*** Record extracts ***

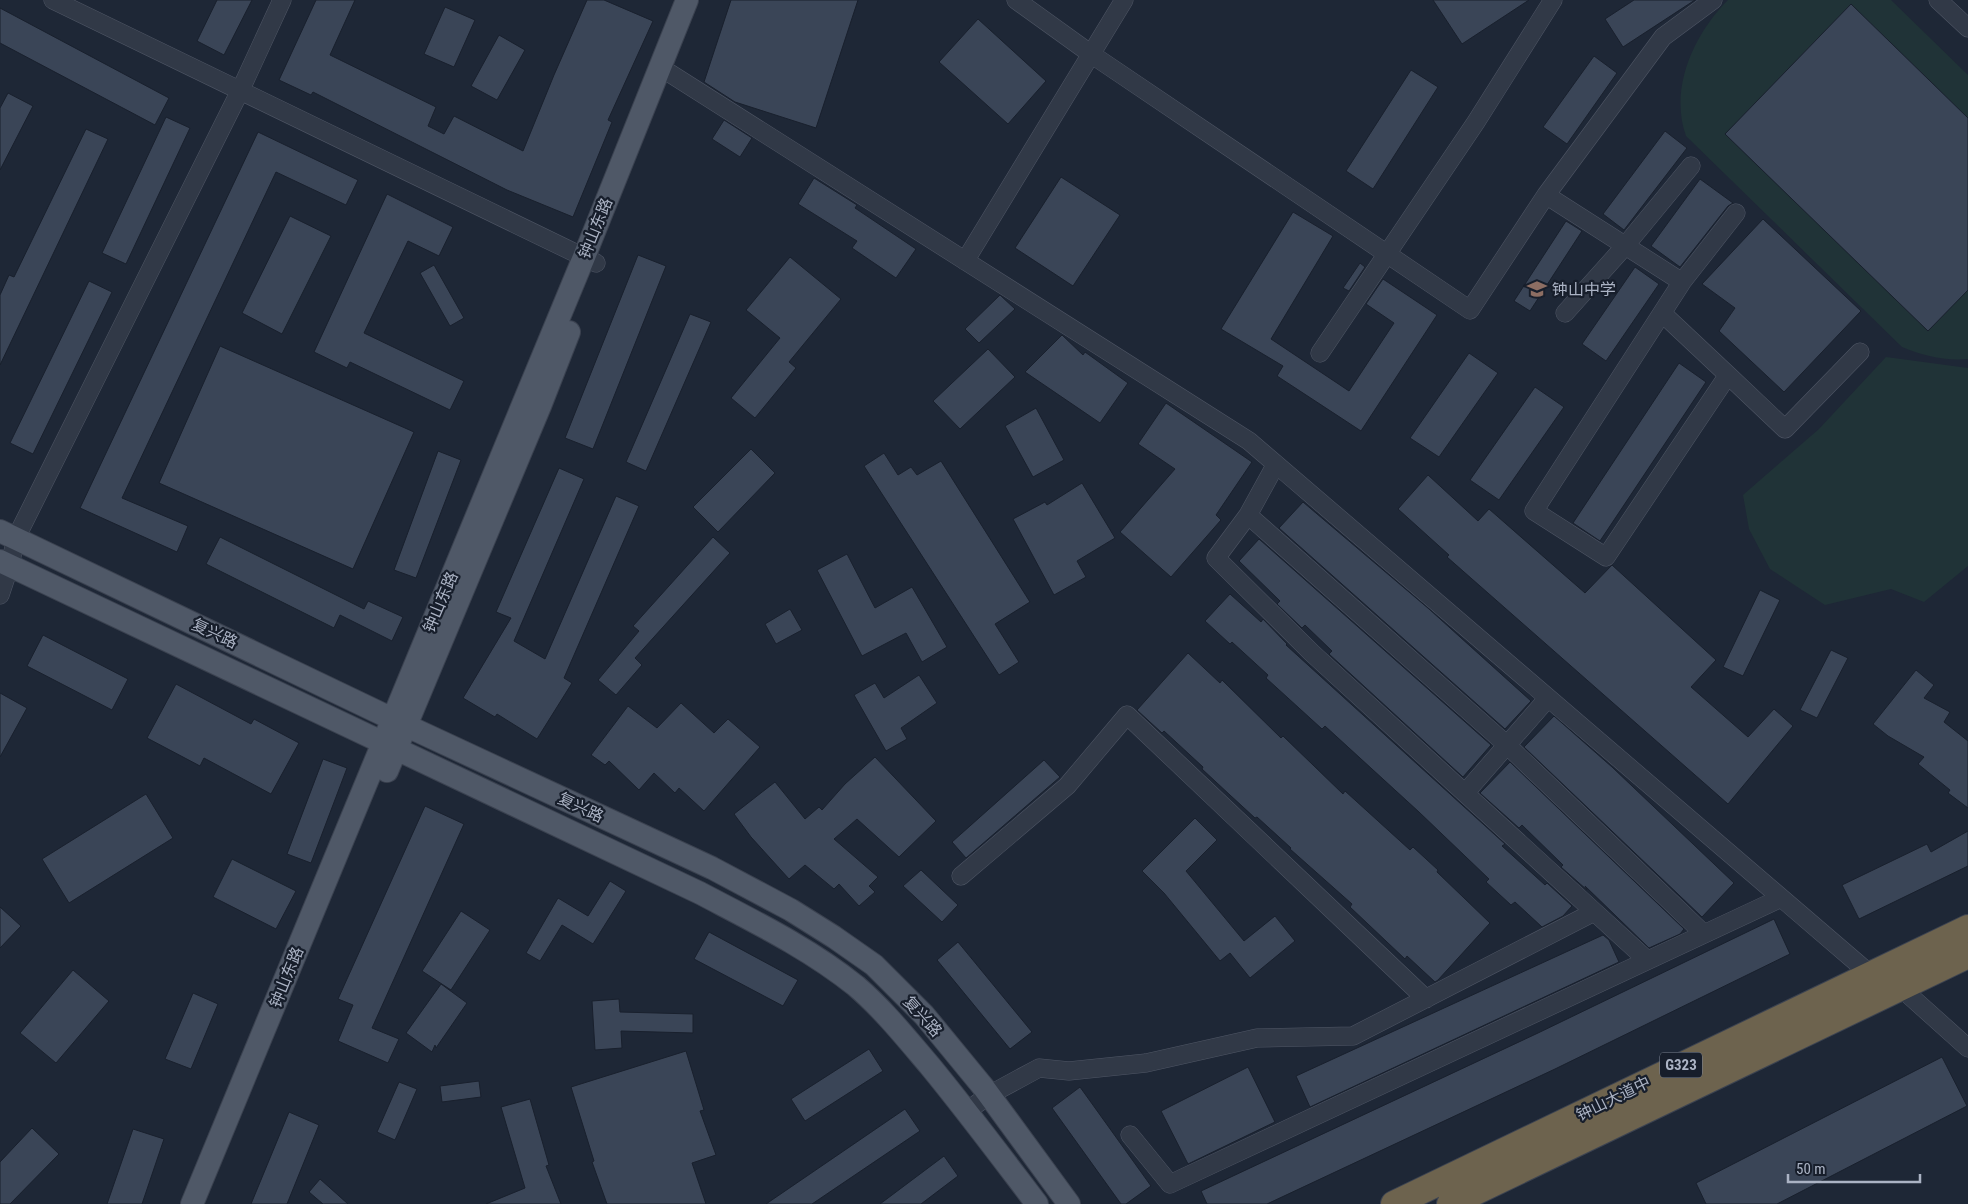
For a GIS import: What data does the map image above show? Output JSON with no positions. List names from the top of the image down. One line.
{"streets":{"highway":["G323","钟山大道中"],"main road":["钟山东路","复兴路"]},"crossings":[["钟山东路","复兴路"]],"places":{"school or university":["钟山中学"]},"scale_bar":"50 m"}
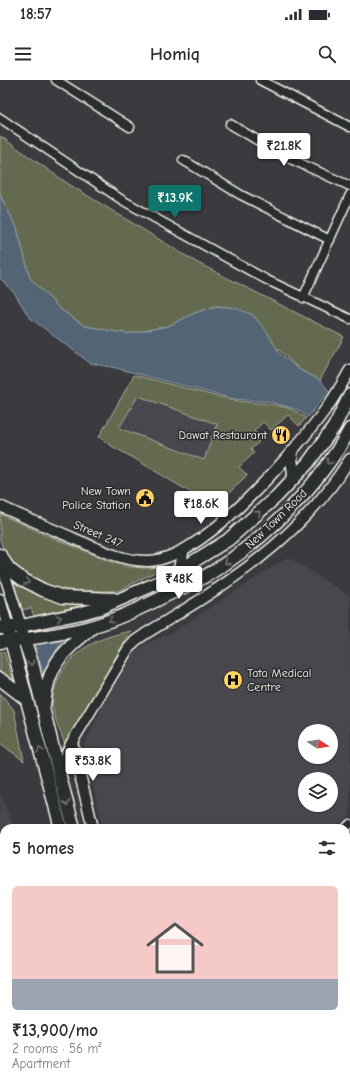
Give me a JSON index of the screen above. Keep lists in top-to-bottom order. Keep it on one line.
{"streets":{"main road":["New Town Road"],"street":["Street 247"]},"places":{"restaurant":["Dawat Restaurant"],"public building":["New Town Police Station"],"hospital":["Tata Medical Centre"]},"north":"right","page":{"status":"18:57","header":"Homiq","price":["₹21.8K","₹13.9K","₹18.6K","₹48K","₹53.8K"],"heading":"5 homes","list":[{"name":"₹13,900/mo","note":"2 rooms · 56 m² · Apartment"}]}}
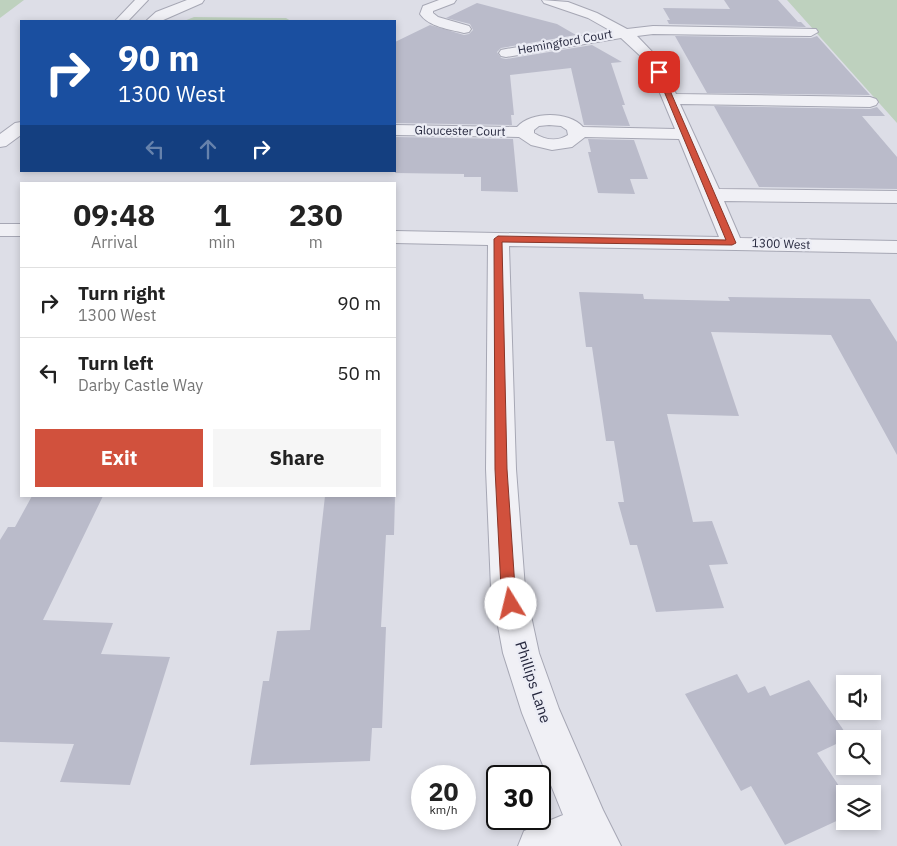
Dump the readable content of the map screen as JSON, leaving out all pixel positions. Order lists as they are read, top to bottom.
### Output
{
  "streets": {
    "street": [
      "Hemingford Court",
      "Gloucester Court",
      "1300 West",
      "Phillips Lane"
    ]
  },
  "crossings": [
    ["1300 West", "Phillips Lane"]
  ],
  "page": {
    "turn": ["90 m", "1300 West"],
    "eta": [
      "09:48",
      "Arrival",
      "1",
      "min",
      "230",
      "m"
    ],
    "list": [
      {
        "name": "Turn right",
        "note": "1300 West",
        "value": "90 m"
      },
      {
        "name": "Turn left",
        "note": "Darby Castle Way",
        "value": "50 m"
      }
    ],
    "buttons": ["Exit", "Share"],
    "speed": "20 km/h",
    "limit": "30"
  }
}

***

Required action >> Nothing but the lines from the one that holds "Give me a JSON" through the end of the data should appear, written out exactly, without pictures.

Solution to this problem >>
Give me a JSON index of the screen above. Keep lists in top-to-bottom order. Keep it on one line.
{"streets":{"main road":["New Town Road"],"street":["Street 247"]},"places":{"restaurant":["Dawat Restaurant"],"public building":["New Town Police Station"],"hospital":["Tata Medical Centre"]},"north":"right","page":{"status":"18:57","header":"Homiq","price":["₹21.8K","₹13.9K","₹18.6K","₹48K","₹53.8K"],"heading":"5 homes","list":[{"name":"₹13,900/mo","note":"2 rooms · 56 m² · Apartment"}]}}
Dump the readable content of the map screen as JSON, leaving out all pixel positions. Order lists as they are read, top to bottom.
### Output
{
  "streets": {
    "street": [
      "Hemingford Court",
      "Gloucester Court",
      "1300 West",
      "Phillips Lane"
    ]
  },
  "crossings": [
    ["1300 West", "Phillips Lane"]
  ],
  "page": {
    "turn": ["90 m", "1300 West"],
    "eta": [
      "09:48",
      "Arrival",
      "1",
      "min",
      "230",
      "m"
    ],
    "list": [
      {
        "name": "Turn right",
        "note": "1300 West",
        "value": "90 m"
      },
      {
        "name": "Turn left",
        "note": "Darby Castle Way",
        "value": "50 m"
      }
    ],
    "buttons": ["Exit", "Share"],
    "speed": "20 km/h",
    "limit": "30"
  }
}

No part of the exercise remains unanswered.